Trump wants the economy ‘raring to go’ by Easter. Economists reject that idea
A Fed official sees unemployment rising as high as 30 percent

As some Republicans, including President Donald Trump, push for lifting social distancing measures in place to slow the spread of the novel coronavirus in order to help the economy, economists are joining public health experts in saying such a move risks making everything much worse.
On Tuesday, Trump raised the idea of returning the economy to normal as soon as April 12.
[Economists say policy timing key to fast coronavirus recovery]
“I’d love to have the country opened up and just raring to go by Easter,” he said on Fox News. “We’ll assess at that time and we’ll give it some more time if we need a little more time, but we have to open this country up… We can socially distance ourselves and go to work.”
He said in a tweet Monday that he would make a decision after a 15-day social distancing period ends about whether to continue such measures.
The idea is drawing quick rejection from some economists.
“As you read various arguments floating around that perhaps we should ease public health restrictions to help the economy, I want you to notice that IN NO CASE ARE THESE ARGUMENTS BEING MADE BY ACTUAL ECONOMISTS,” Justin Wolfers, a University of Michigan economics professor, tweeted on Tuesday.
The economists seem to agree with public health experts that the best cure for the economy is treating the COVID-19 disease first. The faster the health crisis ends, the sooner the nation can get back to work, which means a shallower and shorter recession, without the risk of viral rebound that sends the nation back into a panic.
“We’re not going to get a sense of stability in markets or the economy until we can really marshal the resources we need to really address this virus that’s on par with the resources being put out to address the economic repercussions of this crisis,” said Stephen Roach, a fellow at the Yale School of Management and former chairman of Morgan Stanley Asia.
“This is a public health crisis. That needs to be addressed, first and foremost, by a massive mobilization of scientific and public health resources aimed at bringing this COVID-19 virus under control,” he said.
Roach pointed to South Korea as a model for the United States to follow. Both nations reported their first coronavirus cases on Jan. 1, but extensive testing in South Korea has led to more targeted social distancing measures and more businesses staying open, softening the economic agony.
“The glaring failure of testing and taking this seriously at the start is showing up right now in what’s happening to communities and individuals and the complete free fall of the economy,” Roach said. “We’ve never seen the U.S. economy go down as fast and hard as it’s going down right now.”
But facing a potentially deep contraction — St. Louis Federal Reserve Bank President James Bullard suggested unemployment could hit 30 percent and GDP could shrink 50 percent — some Republicans have said it’s time to face the virus head on.
Texas Lt. Gov. Dan Patrick told Fox News he was “all in” on lifting the social distancing measures, saying seniors like him should accept the risk in order to save the economy.
The idea has also been promoted by Richard Epstein, a conservative legal scholar at the Hoover Institution, who has argued that the U.S. response to the pandemic has been overreaction that “will cause countless dislocations of its own.”

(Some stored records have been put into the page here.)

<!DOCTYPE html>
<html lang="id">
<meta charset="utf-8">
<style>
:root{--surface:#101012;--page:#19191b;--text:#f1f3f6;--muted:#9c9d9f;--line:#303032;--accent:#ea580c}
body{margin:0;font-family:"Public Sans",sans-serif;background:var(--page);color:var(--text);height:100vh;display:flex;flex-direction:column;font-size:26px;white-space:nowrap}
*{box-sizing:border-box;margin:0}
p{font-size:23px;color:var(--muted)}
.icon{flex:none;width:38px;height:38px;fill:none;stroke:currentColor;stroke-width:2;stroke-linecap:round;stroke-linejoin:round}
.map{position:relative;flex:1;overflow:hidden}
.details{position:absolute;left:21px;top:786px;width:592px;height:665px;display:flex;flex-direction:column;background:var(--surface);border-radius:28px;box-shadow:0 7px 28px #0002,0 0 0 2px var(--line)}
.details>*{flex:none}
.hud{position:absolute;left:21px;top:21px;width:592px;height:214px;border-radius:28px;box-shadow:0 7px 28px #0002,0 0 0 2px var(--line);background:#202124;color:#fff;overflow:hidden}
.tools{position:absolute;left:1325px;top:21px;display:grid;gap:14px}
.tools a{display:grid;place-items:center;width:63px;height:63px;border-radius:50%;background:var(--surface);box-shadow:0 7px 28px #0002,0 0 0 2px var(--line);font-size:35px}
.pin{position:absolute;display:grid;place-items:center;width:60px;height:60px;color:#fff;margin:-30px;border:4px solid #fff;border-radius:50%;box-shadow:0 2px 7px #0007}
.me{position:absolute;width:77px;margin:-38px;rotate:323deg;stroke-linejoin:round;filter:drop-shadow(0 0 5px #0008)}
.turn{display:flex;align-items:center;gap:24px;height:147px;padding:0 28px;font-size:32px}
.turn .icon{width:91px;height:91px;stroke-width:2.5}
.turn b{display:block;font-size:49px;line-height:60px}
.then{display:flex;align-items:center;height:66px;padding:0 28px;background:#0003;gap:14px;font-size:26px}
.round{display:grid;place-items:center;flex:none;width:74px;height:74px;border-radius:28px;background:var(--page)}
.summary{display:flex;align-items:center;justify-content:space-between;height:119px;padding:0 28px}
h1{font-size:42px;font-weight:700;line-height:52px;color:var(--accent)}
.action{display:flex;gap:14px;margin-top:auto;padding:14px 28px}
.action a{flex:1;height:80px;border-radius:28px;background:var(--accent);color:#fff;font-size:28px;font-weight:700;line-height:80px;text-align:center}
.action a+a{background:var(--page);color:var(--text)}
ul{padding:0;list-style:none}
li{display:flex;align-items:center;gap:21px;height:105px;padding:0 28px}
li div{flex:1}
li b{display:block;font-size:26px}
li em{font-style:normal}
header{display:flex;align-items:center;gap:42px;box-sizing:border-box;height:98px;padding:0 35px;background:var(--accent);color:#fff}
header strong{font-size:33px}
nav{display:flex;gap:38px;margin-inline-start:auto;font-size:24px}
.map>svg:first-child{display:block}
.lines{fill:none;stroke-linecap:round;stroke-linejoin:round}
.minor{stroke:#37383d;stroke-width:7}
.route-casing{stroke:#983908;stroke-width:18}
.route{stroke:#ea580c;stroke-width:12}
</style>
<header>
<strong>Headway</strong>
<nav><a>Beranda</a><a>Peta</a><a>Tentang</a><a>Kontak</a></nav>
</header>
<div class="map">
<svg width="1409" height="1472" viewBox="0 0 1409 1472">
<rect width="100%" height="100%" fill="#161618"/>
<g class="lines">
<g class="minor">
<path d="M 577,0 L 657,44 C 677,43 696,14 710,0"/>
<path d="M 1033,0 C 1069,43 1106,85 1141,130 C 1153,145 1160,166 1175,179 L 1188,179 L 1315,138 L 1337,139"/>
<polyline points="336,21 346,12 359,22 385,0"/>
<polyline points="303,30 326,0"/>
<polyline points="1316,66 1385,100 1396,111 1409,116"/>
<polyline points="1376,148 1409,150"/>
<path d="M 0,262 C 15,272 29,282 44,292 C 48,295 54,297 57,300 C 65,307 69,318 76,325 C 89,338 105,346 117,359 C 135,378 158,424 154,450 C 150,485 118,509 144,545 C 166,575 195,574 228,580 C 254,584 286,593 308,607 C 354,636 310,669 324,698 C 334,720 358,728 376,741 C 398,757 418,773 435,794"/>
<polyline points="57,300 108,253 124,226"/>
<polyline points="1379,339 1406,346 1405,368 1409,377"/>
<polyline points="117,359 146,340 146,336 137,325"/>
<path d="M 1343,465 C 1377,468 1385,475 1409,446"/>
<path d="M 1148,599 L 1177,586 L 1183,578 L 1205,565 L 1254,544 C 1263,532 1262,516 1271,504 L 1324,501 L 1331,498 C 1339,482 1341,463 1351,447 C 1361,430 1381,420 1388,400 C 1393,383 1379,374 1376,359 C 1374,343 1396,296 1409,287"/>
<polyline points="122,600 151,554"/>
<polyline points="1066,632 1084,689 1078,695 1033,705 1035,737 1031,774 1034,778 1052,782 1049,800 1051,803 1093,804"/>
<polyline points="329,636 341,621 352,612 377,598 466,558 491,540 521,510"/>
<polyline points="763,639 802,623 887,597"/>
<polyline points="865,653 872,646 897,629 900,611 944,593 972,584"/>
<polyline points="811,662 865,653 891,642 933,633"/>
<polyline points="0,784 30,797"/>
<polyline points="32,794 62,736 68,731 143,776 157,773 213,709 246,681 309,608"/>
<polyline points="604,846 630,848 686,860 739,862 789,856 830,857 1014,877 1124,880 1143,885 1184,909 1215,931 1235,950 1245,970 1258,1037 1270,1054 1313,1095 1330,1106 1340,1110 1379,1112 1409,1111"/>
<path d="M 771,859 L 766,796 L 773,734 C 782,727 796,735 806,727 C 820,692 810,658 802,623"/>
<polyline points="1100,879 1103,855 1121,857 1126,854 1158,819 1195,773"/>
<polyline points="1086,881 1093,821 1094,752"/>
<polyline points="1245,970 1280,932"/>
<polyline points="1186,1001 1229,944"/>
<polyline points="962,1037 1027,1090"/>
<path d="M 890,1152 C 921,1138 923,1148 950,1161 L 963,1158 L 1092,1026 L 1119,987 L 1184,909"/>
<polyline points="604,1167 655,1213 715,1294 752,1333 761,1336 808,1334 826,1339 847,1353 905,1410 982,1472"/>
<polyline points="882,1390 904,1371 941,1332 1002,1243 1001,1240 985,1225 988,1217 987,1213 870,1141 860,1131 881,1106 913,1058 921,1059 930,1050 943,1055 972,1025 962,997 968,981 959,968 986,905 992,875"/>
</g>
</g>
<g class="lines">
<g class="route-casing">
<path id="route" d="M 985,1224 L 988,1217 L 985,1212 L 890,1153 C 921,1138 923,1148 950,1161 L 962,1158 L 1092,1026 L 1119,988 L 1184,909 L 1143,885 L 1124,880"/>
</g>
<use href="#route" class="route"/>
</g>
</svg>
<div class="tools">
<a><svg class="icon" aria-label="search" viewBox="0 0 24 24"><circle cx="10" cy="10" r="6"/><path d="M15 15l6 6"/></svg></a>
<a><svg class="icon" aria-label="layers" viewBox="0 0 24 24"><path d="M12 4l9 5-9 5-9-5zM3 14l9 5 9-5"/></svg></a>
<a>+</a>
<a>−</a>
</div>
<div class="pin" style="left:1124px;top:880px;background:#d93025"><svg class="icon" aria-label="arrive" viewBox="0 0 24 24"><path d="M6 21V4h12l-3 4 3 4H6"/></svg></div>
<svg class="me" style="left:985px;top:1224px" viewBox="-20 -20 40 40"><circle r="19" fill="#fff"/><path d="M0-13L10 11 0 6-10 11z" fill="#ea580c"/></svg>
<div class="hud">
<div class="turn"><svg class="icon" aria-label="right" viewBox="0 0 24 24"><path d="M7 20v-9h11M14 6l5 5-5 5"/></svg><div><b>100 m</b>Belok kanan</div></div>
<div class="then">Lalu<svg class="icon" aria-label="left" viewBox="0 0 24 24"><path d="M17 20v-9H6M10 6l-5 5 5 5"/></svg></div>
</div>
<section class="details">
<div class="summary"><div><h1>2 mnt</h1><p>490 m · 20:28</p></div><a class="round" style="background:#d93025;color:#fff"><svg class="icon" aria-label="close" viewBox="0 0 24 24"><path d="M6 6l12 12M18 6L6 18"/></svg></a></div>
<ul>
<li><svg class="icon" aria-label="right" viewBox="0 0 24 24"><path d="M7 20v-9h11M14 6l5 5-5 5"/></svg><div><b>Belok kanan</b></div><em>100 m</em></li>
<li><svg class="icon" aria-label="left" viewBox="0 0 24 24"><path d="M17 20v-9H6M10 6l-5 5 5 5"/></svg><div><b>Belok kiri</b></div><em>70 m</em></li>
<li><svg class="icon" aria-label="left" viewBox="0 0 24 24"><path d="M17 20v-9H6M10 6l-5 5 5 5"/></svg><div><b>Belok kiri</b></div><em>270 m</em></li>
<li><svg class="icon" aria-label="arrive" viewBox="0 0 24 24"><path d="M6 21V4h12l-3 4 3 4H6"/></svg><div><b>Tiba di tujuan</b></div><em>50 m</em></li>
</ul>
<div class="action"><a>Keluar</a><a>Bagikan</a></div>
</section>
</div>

Mike Konczal, director of progressive thought at the Roosevelt Institute, noted the contrast between the health care sector of the economy facing acute strains because of demand for COVID-19 treatment and the rest of the economy where demand is plummeting.
“We’re going to have pandemic industrial policy,” said Konzcal. “But for health needs, you absolutely have supply chain problems and it’s good to divorce that out from the economy as a whole.”
Stan Veuger, a resident scholar at the American Enterprise Institute, said it would be hard to even weigh the economic impact of the coronavirus until the U.S. gets the epidemic under control.
“First and foremost, it’d be good [if] we dealt with the public health crisis,” he said. “We don’t know how the public health threat will evolve.”
He said he was surprised at how little progress has been made.
“We’re not up and running in testing, haven’t produced extra ventilators, we haven’t ramped up facial mask production even,” he said.
Trump invoked the Defense Production Act (PL 81–774) last week but delayed utilizing its power until Tuesday. He resisted activating the statute last week, saying that governors should take the lead on ordering medical supplies and that the private sector was stepping up production voluntarily.
At least some Republicans don’t agree with the idea of rushing back to normalcy before the pandemic abates.
Wyoming’s Liz Cheney, the number three Republican in the House, voiced her opposition, echoing the views of Scott Gottlieb, Trump’s former Food and Drug Administration head, who said on Twitter that “there’s no such thing as a functioning economy and society so long as covid-19 continues to spread uncontrolled in our biggest cities.”
Cheney, retweeting Gottlieb, said, “There will be no normally functioning economy if our hospitals are overwhelmed and thousands of Americans of all ages, including our doctors and nurses, lay dying because we have failed to do what’s necessary to stop the virus.”